> [Exercise]
Starting at the line that contains "Task: Summarize the", output each line through the end of the data exactly, and nothing more.

.....

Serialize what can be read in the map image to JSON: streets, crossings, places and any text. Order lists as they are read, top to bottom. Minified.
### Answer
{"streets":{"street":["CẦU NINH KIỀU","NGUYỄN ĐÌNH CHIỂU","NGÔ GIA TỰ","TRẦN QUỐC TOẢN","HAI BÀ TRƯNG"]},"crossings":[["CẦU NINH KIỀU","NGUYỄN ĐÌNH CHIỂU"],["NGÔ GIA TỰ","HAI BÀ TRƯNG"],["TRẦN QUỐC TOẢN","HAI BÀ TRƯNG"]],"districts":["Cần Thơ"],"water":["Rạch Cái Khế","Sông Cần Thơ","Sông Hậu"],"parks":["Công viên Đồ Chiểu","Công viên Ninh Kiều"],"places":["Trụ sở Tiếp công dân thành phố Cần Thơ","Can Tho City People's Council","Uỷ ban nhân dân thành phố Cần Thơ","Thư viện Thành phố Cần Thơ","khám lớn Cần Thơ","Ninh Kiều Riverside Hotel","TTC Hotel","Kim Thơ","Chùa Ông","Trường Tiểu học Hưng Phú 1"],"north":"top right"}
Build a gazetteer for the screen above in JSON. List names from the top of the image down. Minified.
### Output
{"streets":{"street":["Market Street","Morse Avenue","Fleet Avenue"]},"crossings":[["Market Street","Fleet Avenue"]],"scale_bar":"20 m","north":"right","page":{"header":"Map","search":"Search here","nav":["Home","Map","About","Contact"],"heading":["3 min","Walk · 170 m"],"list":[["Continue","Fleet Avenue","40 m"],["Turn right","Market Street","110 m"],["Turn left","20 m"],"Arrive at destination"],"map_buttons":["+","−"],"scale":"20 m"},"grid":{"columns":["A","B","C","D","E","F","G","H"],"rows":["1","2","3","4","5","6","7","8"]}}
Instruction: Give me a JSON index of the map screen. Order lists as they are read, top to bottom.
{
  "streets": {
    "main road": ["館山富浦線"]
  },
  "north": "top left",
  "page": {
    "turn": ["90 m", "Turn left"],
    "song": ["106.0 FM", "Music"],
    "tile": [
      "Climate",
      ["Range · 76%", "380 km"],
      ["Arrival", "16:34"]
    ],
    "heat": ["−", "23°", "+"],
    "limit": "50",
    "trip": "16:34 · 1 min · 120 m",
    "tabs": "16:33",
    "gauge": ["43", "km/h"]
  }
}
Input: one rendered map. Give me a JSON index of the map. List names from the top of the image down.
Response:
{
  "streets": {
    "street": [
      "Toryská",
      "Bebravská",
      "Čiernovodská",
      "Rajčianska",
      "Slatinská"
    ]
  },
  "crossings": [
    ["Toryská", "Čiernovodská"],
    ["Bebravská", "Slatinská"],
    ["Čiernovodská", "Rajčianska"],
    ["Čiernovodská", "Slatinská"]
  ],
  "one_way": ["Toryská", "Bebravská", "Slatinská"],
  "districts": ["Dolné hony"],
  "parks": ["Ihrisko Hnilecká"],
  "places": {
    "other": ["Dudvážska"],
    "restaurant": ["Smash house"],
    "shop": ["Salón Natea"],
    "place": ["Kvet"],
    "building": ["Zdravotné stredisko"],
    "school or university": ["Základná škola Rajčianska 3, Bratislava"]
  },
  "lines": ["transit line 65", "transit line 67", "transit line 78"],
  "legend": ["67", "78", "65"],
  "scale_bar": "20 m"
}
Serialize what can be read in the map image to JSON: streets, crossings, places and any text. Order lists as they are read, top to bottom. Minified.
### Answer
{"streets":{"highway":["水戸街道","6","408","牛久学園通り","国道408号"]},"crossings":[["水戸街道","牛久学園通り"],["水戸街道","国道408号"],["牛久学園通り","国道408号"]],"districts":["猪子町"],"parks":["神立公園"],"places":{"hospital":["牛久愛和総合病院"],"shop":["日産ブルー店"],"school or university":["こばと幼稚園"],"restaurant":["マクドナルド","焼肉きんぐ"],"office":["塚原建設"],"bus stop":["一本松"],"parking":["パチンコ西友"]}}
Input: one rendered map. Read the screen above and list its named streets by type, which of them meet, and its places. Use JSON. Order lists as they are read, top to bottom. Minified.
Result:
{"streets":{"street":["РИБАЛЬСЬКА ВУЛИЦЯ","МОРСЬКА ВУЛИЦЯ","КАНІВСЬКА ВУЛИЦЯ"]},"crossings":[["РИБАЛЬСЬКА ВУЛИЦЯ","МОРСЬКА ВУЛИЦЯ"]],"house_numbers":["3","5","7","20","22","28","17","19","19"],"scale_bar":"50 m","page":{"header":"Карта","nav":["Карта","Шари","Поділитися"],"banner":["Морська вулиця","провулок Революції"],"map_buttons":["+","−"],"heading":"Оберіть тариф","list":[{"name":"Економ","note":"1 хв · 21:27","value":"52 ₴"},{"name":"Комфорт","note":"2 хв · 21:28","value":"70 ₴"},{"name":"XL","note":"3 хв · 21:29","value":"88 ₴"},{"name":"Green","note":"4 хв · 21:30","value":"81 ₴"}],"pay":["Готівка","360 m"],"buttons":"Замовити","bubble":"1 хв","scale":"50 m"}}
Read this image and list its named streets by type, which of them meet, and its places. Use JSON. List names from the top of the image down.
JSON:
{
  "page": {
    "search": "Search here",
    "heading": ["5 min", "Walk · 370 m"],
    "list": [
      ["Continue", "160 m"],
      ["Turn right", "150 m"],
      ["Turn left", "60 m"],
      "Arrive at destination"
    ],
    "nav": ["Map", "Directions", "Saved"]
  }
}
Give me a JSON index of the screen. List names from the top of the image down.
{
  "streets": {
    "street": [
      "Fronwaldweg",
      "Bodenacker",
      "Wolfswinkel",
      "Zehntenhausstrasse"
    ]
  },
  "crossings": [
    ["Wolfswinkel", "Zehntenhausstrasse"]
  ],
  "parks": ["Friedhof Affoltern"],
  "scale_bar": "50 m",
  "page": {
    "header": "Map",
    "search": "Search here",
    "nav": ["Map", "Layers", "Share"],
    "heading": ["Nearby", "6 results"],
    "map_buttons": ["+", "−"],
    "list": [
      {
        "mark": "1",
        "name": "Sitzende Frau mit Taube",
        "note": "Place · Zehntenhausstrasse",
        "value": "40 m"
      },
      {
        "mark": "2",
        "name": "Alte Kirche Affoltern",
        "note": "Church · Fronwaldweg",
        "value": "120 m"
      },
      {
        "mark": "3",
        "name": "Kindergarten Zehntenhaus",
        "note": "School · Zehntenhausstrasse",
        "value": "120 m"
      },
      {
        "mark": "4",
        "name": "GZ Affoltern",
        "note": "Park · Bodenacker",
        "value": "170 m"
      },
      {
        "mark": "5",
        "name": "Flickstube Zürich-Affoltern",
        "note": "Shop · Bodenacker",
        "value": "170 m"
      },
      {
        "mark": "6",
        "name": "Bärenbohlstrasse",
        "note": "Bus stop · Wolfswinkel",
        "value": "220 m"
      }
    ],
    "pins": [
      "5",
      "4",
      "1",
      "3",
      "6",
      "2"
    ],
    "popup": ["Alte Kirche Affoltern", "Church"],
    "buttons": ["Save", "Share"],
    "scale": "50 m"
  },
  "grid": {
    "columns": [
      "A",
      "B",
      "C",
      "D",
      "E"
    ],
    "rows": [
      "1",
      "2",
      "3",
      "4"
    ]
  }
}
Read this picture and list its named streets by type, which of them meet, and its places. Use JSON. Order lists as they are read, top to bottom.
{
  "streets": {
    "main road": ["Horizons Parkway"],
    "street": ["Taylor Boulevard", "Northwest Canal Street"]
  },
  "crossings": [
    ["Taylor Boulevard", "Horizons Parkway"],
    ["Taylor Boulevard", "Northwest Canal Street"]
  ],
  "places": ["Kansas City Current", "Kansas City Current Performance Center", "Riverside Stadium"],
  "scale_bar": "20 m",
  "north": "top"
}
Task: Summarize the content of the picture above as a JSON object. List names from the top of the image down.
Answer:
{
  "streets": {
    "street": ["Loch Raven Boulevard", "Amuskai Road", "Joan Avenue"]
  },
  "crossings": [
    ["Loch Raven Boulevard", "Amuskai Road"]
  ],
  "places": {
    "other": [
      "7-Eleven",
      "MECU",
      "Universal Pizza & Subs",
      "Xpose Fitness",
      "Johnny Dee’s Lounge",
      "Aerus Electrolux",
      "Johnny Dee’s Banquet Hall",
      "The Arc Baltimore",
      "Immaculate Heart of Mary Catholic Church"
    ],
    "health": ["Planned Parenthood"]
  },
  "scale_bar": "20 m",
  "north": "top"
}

.....

> [Response]
Task: Summarize the content of the picture above as a JSON object. List names from the top of the image down.
Answer:
{
  "streets": {
    "street": ["Loch Raven Boulevard", "Amuskai Road", "Joan Avenue"]
  },
  "crossings": [
    ["Loch Raven Boulevard", "Amuskai Road"]
  ],
  "places": {
    "other": [
      "7-Eleven",
      "MECU",
      "Universal Pizza & Subs",
      "Xpose Fitness",
      "Johnny Dee’s Lounge",
      "Aerus Electrolux",
      "Johnny Dee’s Banquet Hall",
      "The Arc Baltimore",
      "Immaculate Heart of Mary Catholic Church"
    ],
    "health": ["Planned Parenthood"]
  },
  "scale_bar": "20 m",
  "north": "top"
}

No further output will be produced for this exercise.